LINCOLN, Neb. – Une étude réalisée par des chercheurs de l'UNMC / Nebraska Medicine / NSRI récemment publiée sur le site de prépublication ouvert BioRxiv, fournit de nouvelles preuves de contamination environnementale par le SRAS-CoV-2 dans les zones de soins aux patients COVID-19. Le SRAS-CoV-2 est le virus qui cause la maladie COVID-19, qui est maintenant une pandémie mondiale.

Cette recherche à réponse rapide représente la mission du Centre mondial pour la sécurité sanitaire de faire progresser les efforts de riposte au SRAS-CoV-2. L'étude a révélé des niveaux élevés de contamination virale par PCR sur des surfaces couramment utilisées et dans l'air des chambres des patients COVID-19. Les échantillonneurs d'air dans les couloirs à l'extérieur des pièces où le personnel entrait et sortait étaient également positifs. L'étude suggère que les patients COVID-19, même ceux qui ne sont que légèrement malades, peuvent créer des aérosols de virus et contaminer les surfaces qui peuvent présenter un risque de transmission.

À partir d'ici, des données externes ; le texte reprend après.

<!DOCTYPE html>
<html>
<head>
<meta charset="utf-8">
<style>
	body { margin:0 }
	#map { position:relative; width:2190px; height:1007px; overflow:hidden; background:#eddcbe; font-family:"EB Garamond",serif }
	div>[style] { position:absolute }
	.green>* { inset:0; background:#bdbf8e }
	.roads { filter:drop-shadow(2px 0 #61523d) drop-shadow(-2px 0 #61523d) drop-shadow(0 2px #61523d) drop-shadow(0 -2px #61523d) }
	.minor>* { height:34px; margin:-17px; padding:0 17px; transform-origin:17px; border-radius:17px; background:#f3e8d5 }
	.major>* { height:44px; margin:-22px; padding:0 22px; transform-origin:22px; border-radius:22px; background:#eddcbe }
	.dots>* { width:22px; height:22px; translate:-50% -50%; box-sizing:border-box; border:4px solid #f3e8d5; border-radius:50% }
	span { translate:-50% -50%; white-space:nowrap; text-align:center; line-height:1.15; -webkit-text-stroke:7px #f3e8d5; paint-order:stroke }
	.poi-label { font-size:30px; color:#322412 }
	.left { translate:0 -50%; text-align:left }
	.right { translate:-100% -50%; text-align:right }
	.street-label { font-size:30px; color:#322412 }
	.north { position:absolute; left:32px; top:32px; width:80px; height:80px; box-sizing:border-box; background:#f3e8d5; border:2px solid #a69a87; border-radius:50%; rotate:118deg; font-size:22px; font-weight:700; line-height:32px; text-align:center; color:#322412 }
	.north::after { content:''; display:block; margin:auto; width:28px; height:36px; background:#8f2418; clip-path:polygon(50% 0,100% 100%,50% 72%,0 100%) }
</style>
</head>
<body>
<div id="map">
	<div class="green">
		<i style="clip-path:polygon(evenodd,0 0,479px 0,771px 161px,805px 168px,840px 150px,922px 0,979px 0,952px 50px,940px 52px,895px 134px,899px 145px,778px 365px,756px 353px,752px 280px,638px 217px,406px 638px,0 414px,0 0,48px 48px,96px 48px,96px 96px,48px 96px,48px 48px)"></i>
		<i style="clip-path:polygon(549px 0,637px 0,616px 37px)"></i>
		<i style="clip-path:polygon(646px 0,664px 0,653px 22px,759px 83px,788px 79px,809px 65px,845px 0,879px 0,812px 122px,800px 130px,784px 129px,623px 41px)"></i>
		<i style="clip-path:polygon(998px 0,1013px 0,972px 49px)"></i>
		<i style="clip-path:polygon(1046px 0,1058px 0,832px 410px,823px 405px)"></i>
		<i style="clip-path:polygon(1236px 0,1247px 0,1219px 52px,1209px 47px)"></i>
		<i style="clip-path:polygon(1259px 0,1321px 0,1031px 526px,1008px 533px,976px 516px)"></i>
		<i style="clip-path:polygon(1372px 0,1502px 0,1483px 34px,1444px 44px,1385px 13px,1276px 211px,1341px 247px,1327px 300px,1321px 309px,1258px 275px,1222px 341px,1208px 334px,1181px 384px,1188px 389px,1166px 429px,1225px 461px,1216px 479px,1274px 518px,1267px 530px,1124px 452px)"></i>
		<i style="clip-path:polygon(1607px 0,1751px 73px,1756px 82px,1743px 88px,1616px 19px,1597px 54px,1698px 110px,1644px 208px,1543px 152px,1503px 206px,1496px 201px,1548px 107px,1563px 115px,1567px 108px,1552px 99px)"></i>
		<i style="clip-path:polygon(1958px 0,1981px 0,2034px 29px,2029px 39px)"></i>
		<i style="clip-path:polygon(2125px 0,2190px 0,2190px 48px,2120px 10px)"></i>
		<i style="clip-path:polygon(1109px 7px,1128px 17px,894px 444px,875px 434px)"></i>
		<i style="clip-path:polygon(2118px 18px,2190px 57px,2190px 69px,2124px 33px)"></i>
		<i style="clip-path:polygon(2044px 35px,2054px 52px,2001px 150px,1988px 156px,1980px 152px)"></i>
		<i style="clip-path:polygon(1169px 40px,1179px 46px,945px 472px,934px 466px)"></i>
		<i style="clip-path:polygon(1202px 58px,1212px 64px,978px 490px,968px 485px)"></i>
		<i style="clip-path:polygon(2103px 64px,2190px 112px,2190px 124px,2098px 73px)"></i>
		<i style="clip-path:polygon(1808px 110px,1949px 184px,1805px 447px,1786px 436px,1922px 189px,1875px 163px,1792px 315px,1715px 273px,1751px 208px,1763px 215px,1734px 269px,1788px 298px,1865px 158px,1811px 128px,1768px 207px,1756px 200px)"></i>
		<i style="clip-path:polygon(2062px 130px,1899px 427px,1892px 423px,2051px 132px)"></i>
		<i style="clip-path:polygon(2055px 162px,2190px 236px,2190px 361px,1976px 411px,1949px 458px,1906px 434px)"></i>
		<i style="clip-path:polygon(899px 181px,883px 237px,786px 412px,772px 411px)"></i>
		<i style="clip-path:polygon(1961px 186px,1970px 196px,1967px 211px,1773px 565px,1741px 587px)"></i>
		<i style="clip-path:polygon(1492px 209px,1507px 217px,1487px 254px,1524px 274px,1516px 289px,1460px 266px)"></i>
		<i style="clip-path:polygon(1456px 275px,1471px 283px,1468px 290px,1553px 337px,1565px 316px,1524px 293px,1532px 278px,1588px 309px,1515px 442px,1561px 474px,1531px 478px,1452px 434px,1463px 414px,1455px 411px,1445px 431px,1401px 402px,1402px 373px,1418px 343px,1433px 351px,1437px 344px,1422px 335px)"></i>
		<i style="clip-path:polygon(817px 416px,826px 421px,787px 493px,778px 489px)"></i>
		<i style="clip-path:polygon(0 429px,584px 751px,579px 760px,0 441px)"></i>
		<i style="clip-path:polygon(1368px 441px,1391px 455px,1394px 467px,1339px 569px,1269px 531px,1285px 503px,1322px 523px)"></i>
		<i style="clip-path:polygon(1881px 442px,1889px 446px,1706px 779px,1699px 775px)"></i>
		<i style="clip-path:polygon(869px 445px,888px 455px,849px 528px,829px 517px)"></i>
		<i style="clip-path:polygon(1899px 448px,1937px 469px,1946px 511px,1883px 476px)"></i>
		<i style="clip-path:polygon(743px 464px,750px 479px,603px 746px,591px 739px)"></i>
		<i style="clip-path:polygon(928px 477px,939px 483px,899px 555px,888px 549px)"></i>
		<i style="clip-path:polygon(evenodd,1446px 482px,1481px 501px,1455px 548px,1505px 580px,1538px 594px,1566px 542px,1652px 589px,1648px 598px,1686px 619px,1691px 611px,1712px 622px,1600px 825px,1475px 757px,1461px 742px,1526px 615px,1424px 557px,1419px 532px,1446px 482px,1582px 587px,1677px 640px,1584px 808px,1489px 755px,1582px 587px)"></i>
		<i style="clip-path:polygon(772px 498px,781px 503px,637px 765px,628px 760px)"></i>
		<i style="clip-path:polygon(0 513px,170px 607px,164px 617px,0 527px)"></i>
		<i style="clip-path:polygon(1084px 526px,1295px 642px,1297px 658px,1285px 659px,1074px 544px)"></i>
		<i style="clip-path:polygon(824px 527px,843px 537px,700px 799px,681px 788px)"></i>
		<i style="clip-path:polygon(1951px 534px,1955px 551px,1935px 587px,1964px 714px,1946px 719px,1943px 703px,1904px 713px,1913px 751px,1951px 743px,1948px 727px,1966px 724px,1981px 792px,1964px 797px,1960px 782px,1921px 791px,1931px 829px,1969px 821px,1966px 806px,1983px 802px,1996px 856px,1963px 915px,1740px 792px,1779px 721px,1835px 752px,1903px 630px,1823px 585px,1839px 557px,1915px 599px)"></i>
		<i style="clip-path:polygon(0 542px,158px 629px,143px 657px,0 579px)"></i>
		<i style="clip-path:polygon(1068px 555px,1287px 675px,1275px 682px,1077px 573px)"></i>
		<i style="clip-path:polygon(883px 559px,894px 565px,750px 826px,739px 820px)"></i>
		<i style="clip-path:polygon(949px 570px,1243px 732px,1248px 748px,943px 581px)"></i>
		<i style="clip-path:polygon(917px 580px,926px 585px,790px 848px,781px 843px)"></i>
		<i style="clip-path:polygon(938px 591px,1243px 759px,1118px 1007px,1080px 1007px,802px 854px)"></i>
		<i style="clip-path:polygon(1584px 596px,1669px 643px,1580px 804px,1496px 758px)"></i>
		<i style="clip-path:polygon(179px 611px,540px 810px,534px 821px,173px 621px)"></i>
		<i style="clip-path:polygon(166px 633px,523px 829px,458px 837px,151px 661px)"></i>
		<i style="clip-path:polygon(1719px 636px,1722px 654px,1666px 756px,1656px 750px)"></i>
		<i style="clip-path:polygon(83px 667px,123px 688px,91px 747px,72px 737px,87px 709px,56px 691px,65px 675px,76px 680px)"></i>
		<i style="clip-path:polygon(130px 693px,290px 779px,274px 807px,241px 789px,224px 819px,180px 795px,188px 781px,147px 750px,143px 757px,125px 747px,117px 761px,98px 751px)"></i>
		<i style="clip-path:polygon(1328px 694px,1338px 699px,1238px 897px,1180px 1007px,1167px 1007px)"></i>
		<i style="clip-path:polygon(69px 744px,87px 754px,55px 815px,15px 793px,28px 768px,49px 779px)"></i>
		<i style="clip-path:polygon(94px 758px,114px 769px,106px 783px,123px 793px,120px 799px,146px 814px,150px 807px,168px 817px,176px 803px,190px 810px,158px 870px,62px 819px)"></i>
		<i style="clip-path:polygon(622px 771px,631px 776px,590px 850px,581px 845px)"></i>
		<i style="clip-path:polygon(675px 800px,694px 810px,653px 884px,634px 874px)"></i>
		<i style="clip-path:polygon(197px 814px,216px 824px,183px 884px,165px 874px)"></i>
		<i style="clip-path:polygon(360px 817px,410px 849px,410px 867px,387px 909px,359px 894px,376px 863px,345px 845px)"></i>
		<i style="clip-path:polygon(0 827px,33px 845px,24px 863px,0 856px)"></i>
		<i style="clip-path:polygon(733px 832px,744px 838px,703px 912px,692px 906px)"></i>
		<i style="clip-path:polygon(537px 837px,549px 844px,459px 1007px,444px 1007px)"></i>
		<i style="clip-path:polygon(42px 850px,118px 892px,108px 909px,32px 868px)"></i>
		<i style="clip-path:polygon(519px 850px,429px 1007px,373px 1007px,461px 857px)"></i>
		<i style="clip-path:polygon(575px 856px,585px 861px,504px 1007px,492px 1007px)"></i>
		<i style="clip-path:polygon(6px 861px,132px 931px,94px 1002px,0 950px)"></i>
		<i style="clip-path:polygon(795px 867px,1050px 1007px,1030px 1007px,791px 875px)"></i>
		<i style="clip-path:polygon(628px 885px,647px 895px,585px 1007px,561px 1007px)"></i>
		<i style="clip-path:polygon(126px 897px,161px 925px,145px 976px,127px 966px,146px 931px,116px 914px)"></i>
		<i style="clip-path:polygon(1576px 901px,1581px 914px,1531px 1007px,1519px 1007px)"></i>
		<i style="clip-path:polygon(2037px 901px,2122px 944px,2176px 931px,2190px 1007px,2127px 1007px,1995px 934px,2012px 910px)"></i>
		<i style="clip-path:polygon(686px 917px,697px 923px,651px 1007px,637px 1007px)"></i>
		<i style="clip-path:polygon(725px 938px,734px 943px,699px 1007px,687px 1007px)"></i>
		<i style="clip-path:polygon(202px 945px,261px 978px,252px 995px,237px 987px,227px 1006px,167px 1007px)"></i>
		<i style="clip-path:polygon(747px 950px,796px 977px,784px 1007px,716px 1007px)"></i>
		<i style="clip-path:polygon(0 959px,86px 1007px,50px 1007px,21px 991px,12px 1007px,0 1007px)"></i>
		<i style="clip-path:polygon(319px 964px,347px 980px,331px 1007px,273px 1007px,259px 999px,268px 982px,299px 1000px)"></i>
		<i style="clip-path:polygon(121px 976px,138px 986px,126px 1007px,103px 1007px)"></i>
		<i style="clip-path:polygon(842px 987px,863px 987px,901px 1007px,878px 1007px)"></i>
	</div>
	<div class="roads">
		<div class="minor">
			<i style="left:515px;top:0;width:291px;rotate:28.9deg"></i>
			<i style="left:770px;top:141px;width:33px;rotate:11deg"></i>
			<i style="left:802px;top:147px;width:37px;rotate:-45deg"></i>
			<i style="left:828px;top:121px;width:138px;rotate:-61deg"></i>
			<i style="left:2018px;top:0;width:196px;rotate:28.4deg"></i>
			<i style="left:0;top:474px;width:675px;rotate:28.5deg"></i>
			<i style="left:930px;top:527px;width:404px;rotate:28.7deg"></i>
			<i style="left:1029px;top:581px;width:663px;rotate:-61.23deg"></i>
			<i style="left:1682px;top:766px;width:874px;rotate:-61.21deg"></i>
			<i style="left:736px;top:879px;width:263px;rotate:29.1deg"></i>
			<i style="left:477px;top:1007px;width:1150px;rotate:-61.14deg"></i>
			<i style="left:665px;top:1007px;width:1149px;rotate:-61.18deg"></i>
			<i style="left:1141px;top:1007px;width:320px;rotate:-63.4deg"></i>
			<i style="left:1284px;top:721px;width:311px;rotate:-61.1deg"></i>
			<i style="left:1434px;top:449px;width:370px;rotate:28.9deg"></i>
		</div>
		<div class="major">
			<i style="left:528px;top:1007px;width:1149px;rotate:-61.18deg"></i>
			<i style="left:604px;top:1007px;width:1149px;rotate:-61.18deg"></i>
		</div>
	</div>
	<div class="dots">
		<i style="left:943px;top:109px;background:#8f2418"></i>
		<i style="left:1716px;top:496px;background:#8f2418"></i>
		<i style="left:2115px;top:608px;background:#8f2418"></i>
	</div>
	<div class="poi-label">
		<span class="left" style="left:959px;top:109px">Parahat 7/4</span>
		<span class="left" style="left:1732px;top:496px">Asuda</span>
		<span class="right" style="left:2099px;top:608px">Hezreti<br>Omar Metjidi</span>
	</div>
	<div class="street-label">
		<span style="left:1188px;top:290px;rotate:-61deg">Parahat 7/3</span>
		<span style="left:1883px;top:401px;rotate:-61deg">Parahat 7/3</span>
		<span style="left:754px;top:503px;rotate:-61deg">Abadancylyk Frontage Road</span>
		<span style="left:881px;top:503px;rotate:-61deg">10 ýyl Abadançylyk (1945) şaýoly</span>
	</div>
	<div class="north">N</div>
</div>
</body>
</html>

Une étude révèle une contamination généralisée de l'environnement près des patients atteints de COVID-19

«Nos résultats montrent à quel point il est important pour les travailleurs de la santé qui fournissent des soins directs à ces patients de prendre des précautions de transmission améliorées», a déclaré John Lowe, PhD, vice-chancelier de la formation et de l'éducation interprofessionnelles en matière de sécurité sanitaire. «Cela signifie porter l'équipement de protection individuelle approprié, utiliser autant que possible des chambres à pression d'air négative pour ces patients et être attentif à la méthode d'entrée et de sortie de ces chambres.»

Au cours de l'isolement initial de 13 personnes confirmées positives à l'infection au COVID-19, des échantillons d'air et de surface ont été prélevés dans onze salles d'isolement pour examiner la contamination de l'environnement. De nombreux articles couramment utilisés, des toilettes et des échantillons d'air contenaient des preuves du virus, ce qui indique que le SRAS-CoV-2 est largement disséminé dans l'environnement. Ces résultats indiquent que la maladie peut se propager à la fois par contact direct (gouttelettes et de personne à personne) ainsi que par contact indirect (objets contaminés et transmission aérienne) et suggèrent que des précautions d'isolement aéroporté pourraient être appropriées.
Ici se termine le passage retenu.